> Your instructions: Check every line of the entries that follow, and copy the ones containing "absolute".

> Extracted data:
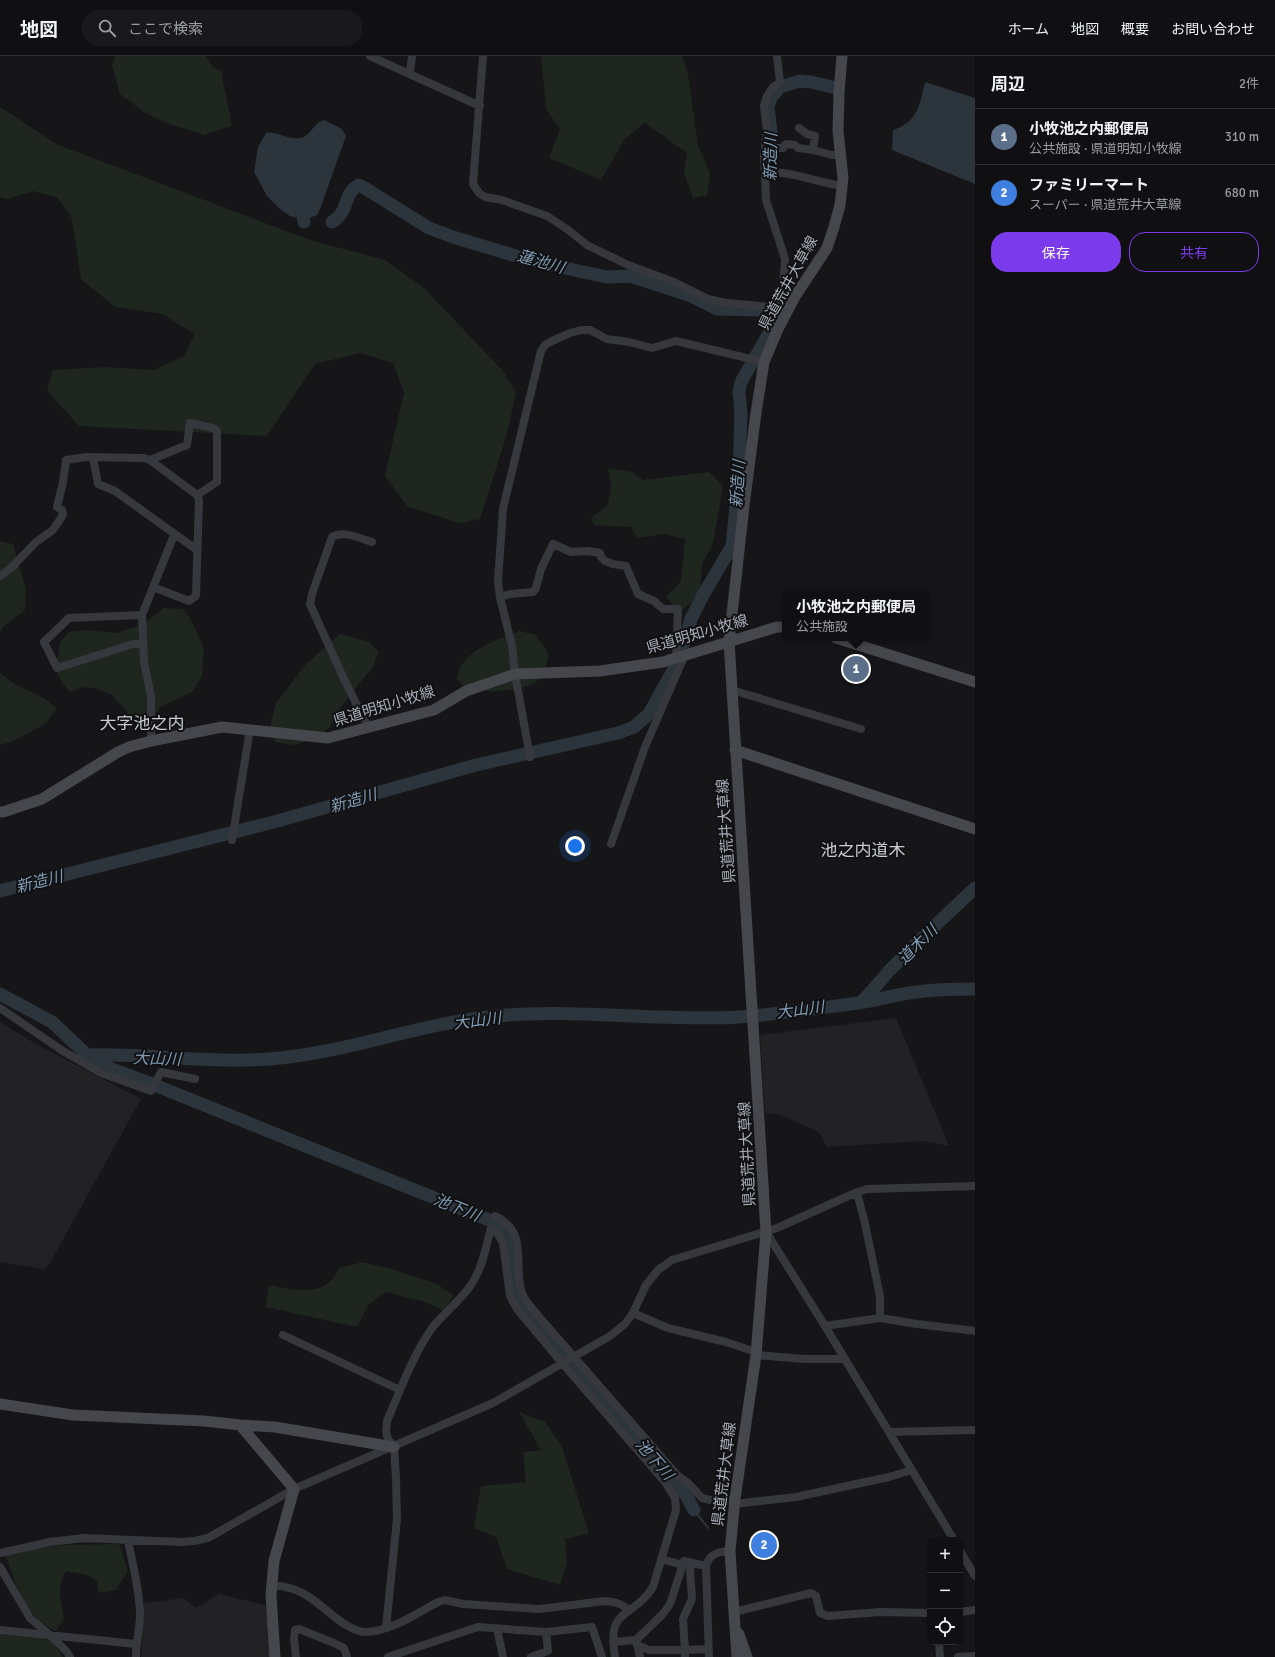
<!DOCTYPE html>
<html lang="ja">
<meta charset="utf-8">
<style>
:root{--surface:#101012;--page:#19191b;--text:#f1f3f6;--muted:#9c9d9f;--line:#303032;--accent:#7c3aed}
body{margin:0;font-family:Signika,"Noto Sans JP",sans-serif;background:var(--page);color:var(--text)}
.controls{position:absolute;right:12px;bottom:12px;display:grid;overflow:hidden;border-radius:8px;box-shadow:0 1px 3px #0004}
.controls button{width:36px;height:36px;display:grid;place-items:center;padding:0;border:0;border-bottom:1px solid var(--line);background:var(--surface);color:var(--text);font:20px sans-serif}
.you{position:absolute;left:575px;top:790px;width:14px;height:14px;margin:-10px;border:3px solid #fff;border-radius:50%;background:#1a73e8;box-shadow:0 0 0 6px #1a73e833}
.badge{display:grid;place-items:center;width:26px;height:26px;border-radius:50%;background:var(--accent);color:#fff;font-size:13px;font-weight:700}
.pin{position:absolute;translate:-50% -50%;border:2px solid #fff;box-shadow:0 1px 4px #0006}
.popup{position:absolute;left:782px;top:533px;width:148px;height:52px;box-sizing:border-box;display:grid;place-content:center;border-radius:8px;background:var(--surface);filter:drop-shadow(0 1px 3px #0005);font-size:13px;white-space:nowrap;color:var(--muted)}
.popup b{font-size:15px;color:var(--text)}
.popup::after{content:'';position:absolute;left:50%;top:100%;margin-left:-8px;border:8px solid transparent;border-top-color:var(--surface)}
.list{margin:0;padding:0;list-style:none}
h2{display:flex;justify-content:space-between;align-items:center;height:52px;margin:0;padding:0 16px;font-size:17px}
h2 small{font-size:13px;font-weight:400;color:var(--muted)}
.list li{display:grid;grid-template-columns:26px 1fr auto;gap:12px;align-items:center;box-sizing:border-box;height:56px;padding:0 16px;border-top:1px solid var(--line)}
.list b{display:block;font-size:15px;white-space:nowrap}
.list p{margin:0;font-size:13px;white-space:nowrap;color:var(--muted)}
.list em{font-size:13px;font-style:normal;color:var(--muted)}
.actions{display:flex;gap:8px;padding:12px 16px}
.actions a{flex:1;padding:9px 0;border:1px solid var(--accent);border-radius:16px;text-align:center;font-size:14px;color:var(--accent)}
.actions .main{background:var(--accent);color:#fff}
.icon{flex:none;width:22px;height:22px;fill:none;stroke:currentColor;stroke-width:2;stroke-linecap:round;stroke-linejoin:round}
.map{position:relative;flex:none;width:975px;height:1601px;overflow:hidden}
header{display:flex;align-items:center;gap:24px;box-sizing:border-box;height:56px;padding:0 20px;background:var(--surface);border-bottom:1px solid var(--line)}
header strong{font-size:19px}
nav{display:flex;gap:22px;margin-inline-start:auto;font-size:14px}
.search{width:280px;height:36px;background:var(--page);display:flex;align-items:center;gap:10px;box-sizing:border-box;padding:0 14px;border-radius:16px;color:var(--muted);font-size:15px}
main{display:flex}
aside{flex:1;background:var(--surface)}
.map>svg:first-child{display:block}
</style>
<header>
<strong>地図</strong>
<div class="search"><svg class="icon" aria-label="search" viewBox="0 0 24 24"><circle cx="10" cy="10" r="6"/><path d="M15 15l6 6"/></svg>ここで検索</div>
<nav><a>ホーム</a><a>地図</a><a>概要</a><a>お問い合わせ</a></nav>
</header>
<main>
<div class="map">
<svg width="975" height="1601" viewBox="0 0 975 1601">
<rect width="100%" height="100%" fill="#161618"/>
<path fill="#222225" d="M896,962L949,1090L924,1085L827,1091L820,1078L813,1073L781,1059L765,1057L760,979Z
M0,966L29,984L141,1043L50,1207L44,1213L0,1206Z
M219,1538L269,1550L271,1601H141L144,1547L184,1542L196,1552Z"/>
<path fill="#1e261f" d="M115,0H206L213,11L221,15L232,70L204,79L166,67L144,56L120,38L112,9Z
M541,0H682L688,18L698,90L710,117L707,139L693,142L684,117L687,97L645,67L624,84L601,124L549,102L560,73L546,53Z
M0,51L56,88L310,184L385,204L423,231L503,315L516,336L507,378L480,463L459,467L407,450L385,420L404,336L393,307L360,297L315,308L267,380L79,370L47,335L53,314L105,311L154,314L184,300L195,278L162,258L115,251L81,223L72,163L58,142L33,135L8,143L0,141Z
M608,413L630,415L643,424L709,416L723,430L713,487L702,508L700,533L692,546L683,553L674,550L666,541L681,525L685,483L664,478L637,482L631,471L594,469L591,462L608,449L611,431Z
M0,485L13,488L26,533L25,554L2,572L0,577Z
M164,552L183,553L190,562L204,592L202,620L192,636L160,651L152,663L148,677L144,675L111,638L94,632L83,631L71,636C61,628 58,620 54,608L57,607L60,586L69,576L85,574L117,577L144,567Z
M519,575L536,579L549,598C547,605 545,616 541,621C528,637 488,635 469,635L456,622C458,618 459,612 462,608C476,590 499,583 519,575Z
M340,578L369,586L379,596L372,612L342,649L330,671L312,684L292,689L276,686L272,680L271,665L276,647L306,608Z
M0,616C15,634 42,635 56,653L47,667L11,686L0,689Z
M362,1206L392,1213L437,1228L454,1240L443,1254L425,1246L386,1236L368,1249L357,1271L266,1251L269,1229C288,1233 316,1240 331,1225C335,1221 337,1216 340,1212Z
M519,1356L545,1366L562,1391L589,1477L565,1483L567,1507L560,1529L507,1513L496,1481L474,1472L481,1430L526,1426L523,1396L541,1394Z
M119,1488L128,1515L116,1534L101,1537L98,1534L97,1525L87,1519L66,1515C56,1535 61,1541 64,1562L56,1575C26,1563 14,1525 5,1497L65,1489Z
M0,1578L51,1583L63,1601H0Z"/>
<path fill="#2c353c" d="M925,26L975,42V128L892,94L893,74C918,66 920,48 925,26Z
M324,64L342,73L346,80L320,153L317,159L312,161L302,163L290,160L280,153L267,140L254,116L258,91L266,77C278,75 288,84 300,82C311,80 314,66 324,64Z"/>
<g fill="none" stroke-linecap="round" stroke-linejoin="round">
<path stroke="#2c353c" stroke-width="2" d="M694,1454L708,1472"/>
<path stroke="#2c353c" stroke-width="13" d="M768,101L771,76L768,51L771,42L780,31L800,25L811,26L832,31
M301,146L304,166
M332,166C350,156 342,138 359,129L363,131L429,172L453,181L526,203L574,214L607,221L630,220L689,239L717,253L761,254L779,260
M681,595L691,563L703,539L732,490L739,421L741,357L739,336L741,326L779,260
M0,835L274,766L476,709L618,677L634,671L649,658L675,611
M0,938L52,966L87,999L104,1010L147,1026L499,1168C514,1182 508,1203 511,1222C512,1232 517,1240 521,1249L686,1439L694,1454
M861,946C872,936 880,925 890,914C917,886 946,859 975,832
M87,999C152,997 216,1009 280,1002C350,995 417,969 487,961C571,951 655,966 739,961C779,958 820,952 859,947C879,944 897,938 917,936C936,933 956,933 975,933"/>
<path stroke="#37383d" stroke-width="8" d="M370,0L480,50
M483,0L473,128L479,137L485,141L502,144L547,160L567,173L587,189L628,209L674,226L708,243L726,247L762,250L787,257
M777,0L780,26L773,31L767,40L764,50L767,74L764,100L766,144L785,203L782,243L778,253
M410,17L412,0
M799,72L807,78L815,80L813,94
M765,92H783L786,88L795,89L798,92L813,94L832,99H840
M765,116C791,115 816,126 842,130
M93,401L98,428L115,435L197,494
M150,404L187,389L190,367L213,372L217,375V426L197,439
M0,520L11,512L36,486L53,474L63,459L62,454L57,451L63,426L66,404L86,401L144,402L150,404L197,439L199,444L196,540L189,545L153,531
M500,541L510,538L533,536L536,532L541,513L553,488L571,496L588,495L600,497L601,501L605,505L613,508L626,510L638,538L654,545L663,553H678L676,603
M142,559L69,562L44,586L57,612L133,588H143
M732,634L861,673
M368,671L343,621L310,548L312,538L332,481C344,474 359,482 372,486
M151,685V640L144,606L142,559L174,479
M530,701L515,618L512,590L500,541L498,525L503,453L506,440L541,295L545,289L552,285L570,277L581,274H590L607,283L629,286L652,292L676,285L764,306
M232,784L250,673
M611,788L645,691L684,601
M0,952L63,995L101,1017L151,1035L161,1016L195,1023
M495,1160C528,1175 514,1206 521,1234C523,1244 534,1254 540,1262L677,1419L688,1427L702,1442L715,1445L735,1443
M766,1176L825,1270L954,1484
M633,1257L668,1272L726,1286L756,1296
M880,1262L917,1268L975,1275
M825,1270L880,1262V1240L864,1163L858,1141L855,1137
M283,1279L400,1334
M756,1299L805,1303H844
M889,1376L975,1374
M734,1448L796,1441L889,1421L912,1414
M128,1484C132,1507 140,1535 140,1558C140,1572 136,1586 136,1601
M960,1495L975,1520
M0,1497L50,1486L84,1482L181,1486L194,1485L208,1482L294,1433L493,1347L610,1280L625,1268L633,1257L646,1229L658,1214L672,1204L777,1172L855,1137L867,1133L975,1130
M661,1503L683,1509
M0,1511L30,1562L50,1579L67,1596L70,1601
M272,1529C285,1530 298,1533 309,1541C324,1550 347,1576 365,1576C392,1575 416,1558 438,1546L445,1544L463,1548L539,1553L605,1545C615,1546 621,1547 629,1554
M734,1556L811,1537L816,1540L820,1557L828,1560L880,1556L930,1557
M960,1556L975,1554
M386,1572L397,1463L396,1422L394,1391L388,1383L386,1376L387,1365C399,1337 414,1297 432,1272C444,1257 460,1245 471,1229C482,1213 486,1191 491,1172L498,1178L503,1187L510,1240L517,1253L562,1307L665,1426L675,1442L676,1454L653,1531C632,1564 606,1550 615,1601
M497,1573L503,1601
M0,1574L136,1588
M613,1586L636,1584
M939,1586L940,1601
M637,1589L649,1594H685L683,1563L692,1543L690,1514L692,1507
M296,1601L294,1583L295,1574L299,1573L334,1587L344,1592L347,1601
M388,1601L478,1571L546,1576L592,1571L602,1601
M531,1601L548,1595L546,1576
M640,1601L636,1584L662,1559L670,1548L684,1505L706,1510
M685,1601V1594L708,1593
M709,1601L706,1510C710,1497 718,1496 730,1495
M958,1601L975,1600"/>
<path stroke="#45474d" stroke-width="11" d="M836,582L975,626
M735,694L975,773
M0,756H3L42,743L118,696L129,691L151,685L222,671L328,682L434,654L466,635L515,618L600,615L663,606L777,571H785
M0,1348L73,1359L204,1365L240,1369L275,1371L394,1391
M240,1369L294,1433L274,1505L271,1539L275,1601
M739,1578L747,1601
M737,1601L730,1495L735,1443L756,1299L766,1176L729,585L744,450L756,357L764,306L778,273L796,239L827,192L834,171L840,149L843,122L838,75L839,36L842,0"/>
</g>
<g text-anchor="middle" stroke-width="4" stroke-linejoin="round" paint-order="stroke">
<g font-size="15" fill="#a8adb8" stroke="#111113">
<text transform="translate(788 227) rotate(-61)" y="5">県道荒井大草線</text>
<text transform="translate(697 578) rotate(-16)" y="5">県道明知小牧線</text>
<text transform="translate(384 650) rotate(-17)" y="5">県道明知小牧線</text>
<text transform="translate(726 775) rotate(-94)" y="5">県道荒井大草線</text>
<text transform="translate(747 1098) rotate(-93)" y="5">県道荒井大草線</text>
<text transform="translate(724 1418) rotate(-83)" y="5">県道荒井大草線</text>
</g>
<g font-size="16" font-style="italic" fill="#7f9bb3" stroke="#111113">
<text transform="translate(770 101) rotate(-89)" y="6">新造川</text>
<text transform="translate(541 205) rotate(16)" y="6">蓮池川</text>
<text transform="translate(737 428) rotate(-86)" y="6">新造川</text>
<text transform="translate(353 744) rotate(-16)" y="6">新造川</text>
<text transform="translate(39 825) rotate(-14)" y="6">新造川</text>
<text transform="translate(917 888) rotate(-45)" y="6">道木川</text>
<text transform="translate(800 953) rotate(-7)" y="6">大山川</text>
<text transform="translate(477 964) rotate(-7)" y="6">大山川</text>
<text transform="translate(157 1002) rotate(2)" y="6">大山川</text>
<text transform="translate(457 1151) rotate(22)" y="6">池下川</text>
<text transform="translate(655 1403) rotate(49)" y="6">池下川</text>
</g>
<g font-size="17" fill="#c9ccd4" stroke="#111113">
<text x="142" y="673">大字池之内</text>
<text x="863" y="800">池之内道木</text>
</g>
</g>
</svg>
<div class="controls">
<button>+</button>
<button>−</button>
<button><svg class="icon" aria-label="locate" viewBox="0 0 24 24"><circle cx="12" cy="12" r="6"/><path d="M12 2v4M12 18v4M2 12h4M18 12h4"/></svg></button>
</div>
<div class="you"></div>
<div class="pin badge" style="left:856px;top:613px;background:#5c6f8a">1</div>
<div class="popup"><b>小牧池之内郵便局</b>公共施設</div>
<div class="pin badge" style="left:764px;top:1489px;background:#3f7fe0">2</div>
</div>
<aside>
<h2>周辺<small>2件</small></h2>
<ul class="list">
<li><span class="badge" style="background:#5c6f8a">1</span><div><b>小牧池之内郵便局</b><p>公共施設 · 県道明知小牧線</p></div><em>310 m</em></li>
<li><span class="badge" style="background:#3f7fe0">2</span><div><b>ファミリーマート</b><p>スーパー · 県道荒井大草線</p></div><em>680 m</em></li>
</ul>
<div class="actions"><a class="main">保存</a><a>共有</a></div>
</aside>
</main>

> Worked solution:
.controls{position:absolute;right:12px;bottom:12px;display:grid;overflow:hidden;border-radius:8px;box-shadow:0 1px 3px #0004}
.you{position:absolute;left:575px;top:790px;width:14px;height:14px;margin:-10px;border:3px solid #fff;border-radius:50%;background:#1a73e8;box-shadow:0 0 0 6px #1a73e833}
.pin{position:absolute;translate:-50% -50%;border:2px solid #fff;box-shadow:0 1px 4px #0006}
.popup{position:absolute;left:782px;top:533px;width:148px;height:52px;box-sizing:border-box;display:grid;place-content:center;border-radius:8px;background:var(--surface);filter:drop-shadow(0 1px 3px #0005);font-size:13px;white-space:nowrap;color:var(--muted)}
.popup::after{content:'';position:absolute;left:50%;top:100%;margin-left:-8px;border:8px solid transparent;border-top-color:var(--surface)}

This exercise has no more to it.